和上述博客类似,本文第二部分为代码的分解介绍,第三部分为完整代码。一些在上述博客介绍过的内容,在本文中就省略了,大家如果有需要可以先查看上述文章Python TensorFlow深度学习回归代码:DNNRegressor。
相关版本信息:Python版本:3.8.5;TensorFlow版本:2.4.1;编译器版本:Spyder 4.1.5。
2 代码分解介绍
2.1 准备工作
首先需要引入相关的库与包。- import os
- import glob
- import openpyxl
- import numpy as np
- import pandas as pd
- import seaborn as sns
- import tensorflow as tf
- import scipy.stats as stats
- import matplotlib.pyplot as plt
- from sklearn import metrics
- from tensorflow import keras
- from tensorflow.keras import layers
- from tensorflow.keras import regularizers
- from tensorflow.keras.callbacks import ModelCheckpoint
- from tensorflow.keras.layers.experimental import preprocessing
复制代码 由于后续代码执行过程中,会有很多数据的展示与输出,其中多数数据都带有小数部分;为了让程序所显示的数据更为整齐、规范,我们可以对代码的浮点数、数组与NumPy对象对应的显示规则加以约束。- np.set_printoptions(precision=4,suppress=True)

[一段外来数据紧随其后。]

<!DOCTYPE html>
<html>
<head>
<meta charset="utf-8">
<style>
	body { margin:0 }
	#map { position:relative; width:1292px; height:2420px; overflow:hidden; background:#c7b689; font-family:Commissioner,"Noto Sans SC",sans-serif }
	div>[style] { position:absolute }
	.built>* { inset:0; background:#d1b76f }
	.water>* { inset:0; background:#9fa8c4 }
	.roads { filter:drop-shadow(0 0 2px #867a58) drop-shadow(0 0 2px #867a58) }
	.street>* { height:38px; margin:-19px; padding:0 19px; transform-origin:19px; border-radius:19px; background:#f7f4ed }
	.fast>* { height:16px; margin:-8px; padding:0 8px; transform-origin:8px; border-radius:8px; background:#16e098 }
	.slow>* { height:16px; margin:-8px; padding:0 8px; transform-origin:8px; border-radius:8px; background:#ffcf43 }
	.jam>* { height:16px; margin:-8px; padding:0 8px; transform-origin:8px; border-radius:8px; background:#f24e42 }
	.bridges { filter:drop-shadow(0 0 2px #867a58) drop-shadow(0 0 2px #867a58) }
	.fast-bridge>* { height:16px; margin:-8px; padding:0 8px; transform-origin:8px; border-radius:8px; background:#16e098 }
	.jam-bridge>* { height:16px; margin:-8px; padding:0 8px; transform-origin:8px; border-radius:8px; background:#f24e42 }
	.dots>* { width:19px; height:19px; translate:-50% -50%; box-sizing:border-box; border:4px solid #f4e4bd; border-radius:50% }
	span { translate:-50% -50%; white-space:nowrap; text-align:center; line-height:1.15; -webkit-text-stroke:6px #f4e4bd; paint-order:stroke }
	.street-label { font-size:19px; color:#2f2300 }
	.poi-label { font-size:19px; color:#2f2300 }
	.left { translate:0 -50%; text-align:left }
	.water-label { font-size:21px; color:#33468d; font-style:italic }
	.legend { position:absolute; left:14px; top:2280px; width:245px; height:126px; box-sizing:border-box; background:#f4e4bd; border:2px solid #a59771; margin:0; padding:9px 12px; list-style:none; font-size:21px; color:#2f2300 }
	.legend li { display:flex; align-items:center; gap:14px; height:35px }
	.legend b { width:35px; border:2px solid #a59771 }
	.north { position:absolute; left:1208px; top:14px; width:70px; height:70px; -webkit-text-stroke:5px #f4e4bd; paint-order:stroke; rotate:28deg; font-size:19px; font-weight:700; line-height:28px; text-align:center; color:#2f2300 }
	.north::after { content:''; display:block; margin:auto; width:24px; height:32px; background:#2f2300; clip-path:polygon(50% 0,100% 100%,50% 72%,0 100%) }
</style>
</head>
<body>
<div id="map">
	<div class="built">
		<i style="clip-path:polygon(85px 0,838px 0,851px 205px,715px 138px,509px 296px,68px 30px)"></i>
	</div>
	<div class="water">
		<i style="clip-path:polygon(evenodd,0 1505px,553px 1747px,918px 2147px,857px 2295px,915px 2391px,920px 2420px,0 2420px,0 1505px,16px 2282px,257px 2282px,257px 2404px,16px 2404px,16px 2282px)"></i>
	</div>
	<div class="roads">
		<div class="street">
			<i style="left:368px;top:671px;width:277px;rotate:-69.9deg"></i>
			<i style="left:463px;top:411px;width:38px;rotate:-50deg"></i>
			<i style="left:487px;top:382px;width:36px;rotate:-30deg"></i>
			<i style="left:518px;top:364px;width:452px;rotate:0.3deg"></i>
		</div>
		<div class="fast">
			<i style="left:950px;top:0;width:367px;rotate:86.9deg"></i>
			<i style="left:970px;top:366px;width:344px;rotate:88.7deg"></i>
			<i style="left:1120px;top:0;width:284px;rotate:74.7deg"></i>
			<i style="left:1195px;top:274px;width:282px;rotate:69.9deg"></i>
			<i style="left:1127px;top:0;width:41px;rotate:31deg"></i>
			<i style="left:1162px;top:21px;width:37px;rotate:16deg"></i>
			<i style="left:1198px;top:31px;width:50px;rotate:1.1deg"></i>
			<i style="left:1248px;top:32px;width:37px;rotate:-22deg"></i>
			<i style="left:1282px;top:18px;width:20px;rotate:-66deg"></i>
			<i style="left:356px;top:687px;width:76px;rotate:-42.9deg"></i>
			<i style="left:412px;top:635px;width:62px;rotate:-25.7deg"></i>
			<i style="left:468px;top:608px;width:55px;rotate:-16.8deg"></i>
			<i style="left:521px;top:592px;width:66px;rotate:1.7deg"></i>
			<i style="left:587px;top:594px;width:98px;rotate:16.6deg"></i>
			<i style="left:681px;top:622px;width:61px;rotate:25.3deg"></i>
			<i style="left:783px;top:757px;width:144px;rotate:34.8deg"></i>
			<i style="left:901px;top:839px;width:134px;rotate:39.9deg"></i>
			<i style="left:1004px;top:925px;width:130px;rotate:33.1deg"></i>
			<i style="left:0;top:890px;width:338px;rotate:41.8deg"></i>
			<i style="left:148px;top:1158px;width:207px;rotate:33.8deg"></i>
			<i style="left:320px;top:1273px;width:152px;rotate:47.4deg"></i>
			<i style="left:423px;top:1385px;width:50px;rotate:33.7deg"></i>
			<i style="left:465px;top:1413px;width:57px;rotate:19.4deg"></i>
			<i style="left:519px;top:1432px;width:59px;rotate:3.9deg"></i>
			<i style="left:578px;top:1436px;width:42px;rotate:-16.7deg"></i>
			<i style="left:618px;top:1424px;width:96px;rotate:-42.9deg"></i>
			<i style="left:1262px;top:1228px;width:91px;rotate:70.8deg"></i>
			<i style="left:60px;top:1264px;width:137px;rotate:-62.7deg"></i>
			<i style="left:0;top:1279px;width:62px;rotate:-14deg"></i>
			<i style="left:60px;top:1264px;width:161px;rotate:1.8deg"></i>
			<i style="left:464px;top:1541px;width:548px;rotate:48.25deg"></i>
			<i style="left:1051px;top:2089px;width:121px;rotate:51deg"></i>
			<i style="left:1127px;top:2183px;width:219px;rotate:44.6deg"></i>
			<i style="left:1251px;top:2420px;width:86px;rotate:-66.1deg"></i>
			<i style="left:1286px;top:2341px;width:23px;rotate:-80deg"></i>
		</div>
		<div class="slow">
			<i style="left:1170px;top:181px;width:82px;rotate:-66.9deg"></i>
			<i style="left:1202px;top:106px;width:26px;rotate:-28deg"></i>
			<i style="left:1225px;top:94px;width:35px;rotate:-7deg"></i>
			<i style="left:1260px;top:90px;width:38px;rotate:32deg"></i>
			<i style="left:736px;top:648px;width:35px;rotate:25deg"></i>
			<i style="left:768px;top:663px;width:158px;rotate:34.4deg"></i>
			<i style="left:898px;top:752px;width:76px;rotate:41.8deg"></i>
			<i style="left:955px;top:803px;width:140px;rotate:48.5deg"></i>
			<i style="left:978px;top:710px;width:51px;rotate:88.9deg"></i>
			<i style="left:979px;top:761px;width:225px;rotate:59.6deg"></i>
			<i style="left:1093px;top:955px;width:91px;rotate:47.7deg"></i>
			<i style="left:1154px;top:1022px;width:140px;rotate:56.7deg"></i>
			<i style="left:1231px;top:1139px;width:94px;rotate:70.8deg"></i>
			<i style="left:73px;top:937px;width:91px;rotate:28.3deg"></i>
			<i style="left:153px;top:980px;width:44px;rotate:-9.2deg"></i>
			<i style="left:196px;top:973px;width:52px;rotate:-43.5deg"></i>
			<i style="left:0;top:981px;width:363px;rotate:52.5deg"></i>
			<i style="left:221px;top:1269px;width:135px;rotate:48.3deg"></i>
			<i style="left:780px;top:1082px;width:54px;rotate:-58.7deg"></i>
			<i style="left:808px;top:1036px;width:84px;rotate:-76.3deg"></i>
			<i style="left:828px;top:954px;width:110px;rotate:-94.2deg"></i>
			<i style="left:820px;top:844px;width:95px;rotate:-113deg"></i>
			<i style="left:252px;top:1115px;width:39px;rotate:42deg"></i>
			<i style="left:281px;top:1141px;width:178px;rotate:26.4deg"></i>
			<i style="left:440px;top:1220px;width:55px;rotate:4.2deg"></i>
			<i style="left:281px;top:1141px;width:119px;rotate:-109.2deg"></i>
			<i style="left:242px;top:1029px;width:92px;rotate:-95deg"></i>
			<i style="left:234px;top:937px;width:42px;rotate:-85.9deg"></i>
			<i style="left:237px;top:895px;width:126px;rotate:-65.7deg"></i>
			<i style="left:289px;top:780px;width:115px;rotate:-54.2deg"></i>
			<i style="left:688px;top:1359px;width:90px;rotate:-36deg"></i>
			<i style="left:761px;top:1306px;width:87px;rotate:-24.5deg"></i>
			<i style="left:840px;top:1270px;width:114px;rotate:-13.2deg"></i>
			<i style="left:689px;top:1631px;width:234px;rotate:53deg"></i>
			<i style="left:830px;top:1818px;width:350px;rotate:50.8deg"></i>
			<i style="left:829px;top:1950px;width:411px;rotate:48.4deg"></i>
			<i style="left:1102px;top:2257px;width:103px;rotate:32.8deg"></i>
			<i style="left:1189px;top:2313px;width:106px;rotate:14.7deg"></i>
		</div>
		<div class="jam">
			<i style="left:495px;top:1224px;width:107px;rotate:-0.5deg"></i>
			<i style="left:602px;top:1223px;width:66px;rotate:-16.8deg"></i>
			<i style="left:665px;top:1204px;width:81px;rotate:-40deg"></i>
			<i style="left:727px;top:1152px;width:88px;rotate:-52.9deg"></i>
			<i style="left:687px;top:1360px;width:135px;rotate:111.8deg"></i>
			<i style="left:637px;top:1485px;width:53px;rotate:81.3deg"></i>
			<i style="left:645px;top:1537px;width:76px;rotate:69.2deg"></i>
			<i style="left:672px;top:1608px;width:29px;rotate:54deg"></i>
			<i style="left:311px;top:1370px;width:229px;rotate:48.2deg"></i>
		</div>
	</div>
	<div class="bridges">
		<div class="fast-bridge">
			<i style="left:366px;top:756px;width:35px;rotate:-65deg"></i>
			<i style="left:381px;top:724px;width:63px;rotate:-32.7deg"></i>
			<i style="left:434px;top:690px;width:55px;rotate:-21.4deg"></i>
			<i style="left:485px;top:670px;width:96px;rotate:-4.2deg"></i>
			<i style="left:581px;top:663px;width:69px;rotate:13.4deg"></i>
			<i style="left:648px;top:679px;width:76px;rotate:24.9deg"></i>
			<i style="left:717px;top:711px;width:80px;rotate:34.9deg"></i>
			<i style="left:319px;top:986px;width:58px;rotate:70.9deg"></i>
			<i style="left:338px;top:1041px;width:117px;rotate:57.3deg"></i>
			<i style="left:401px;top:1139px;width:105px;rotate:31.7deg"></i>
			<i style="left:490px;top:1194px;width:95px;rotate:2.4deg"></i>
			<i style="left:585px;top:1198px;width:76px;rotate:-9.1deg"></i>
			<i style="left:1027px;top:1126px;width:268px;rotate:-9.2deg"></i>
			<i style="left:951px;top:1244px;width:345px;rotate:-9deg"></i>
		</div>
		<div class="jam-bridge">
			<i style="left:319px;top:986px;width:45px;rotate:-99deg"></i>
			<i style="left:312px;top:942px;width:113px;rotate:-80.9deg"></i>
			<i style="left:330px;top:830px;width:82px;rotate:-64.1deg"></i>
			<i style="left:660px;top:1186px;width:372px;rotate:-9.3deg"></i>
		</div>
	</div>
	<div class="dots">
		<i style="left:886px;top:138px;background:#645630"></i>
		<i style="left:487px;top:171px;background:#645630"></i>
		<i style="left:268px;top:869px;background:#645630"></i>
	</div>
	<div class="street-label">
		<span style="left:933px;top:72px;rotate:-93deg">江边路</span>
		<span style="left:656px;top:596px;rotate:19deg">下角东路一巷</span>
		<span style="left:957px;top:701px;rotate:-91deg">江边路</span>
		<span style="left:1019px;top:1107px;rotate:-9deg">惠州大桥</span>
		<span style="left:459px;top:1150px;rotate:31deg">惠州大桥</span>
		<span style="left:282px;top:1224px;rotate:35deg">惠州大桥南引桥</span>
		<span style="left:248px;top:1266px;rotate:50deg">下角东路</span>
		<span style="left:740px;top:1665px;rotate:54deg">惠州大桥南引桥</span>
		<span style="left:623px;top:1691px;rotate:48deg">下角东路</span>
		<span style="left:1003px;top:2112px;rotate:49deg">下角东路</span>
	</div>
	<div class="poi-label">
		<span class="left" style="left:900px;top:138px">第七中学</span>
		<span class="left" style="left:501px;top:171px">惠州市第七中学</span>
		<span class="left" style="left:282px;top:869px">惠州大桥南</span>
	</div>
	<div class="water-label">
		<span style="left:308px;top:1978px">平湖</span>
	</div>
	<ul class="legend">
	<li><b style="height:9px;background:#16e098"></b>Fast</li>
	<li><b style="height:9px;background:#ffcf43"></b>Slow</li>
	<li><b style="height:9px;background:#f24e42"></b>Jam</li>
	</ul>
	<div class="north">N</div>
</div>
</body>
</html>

复制代码 其中,precision设置小数点后显示的位数,默认为8;suppress表示是否使用定点计数法(即与科学计数法相对)。
2.2 参数配置
深度学习代码一大特点即为具有较多的参数需要我们手动定义。为避免调参时上下翻找,我们可以将主要的参数集中在一起,方便我们后期调整。
其中,具体参数的含义在本文后续部分详细介绍。- # Input parameters.
- DataPath="G:/CropYield/03_DL/00_Data/AllDataAll.csv"
- ModelPath="G:/CropYield/03_DL/02_DNNModle"
- CheckPointPath="G:/CropYield/03_DL/02_DNNModle/Weights"
- CheckPointName=CheckPointPath+"/Weights_{epoch:03d}_{val_loss:.4f}.hdf5"
- ParameterPath="G:/CropYield/03_DL/03_OtherResult/ParameterResult.xlsx"
- TrainFrac=0.8
- RandomSeed=np.random.randint(low=21,high=22)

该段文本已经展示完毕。